So you must have read the title and thought to yourself "OK, well we agree that QR codes are cool but they are irrelevant. If a company can make them appealing, then it is worth my click."

Great. Now that I psycho-analyzed you and an action that took you a fraction of a second, let's get to the topic at hand.


So QR codes, that little black and white box that brands all over stick on their logos, their business cards, and even on their mobile apps. Yes, I have seen a QR code inside a mobile app. Now how exactly does this company expect me to scan something with my phone that is on my phone?

You see, that is exactly the point. Brands don't really care that consumers are not scanning these ugly little boxes, they just know they need to have them. And so they do. And no one scans them. And they become completely irrelevant as a tool to convert digital content into real life interactions.

But what if a brand that has spent thousands of dollars, sometimes more, on a logo, branding, and design can integrate a QR code into its already existing and beautiful design language? What if QR codes could bring their ability to digitally scan a logo, which automatically brings you to the product you are looking at and with one click, you were able to buy it?

Enter Visualead with its visual QR code generator that enables anyone, any company to easily generate a QR code that will lead to any URL, whether it is a Twitter account, a Facebook account, a landing page, or pretty much anything else, and is aligned with the company's already existing branding.


The company recently launched after a few month beta period in which their visual QR codes generated well over 300,000 scans.
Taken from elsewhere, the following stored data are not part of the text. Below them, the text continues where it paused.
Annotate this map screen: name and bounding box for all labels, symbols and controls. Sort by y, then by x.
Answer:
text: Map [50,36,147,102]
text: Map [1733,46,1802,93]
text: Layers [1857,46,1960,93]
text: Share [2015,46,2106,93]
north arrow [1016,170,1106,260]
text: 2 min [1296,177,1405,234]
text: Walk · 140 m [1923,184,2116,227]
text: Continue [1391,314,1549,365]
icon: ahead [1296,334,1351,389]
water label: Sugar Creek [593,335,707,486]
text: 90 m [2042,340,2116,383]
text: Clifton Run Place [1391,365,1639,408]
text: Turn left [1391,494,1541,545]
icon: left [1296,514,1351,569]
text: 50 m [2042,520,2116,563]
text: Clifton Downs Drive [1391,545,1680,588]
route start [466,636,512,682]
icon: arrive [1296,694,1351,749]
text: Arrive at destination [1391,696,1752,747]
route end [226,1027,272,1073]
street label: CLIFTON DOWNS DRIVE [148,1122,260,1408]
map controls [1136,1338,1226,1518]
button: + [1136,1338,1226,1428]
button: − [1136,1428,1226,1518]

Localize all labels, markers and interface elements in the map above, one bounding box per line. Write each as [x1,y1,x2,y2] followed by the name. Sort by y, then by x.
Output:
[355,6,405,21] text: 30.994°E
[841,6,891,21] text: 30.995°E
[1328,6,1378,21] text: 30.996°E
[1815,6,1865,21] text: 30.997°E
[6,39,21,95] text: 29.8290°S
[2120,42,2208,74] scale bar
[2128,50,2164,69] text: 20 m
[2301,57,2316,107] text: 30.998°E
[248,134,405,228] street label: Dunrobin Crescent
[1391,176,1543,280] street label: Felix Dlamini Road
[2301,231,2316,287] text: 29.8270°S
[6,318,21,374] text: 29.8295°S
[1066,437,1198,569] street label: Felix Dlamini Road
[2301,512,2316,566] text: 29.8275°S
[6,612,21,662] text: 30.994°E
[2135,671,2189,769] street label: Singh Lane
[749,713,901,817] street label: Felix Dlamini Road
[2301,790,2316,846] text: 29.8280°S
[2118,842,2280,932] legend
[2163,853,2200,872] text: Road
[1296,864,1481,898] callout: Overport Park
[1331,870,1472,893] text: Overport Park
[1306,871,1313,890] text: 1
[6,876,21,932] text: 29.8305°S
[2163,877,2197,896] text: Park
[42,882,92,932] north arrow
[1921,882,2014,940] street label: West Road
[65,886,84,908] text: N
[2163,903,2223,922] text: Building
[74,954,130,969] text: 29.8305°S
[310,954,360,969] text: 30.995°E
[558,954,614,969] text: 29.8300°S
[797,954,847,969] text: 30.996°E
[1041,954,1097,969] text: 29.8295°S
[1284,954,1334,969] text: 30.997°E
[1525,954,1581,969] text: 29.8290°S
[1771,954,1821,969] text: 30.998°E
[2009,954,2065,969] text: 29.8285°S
Not bad for something that is irrelevant...

The company has raised some initial seed money and is now looking to reach advertisers and brands who would be ideal for their solution.

Now, here is the thing. The idea is stellar but what disappointed me about Visualead was two things. One, the end product is still not as pretty as I would like. As you see in the sample below, it is still very clear that it is a QR code and not the logo. I raised this concern to the company and was quickly reminded that first of all, you still need the four points that are scan-able, but more importantly, if the QR code looks like a logo, no one will know to scan it. Having the logo as the dominant factor of the design, combined with the little boxes, is exactly what makes it engaging and appealing. Valid point.


Having said that, the CEO did tell me they have some plans to make their QR codes more visually appealing while maintaining the scanning effect. I guess we'll have to wait to see just how they do that.

The other thing that I don't love about Visualead is the business model. Once you finish the very short process of creating your visual QR code, you are asked if you want to pay for some premium features including advanced analytics for your generated code. Now don't get me wrong, a company deserves to monetize its patent-pending technology, but in my humble opinion, this is not the way to do it.


Offer the QR code and all its features for free and when the company realizes just how valuable this technology is to their bottom line, then is when they will be more willing to pay. Not a fan of paying for something that has yet to prove itself to me. Then again, we all download apps from the App Store without trying them first, so what do I know?

There is also an option to charge the company once the generated QR code reaches a certain threshold of scans. That would mean the solution is effective and I think companies would be more open to paying for it.

The bottom line is, technologies that bridge the virtual world with the real one have been an interesting space to watch. This includes mobile payments, augmented reality, and QR codes. None of them have really hit mainstream yet, but given some serious traction, Visualead can lead the way using its visual offering. (See what I did there?)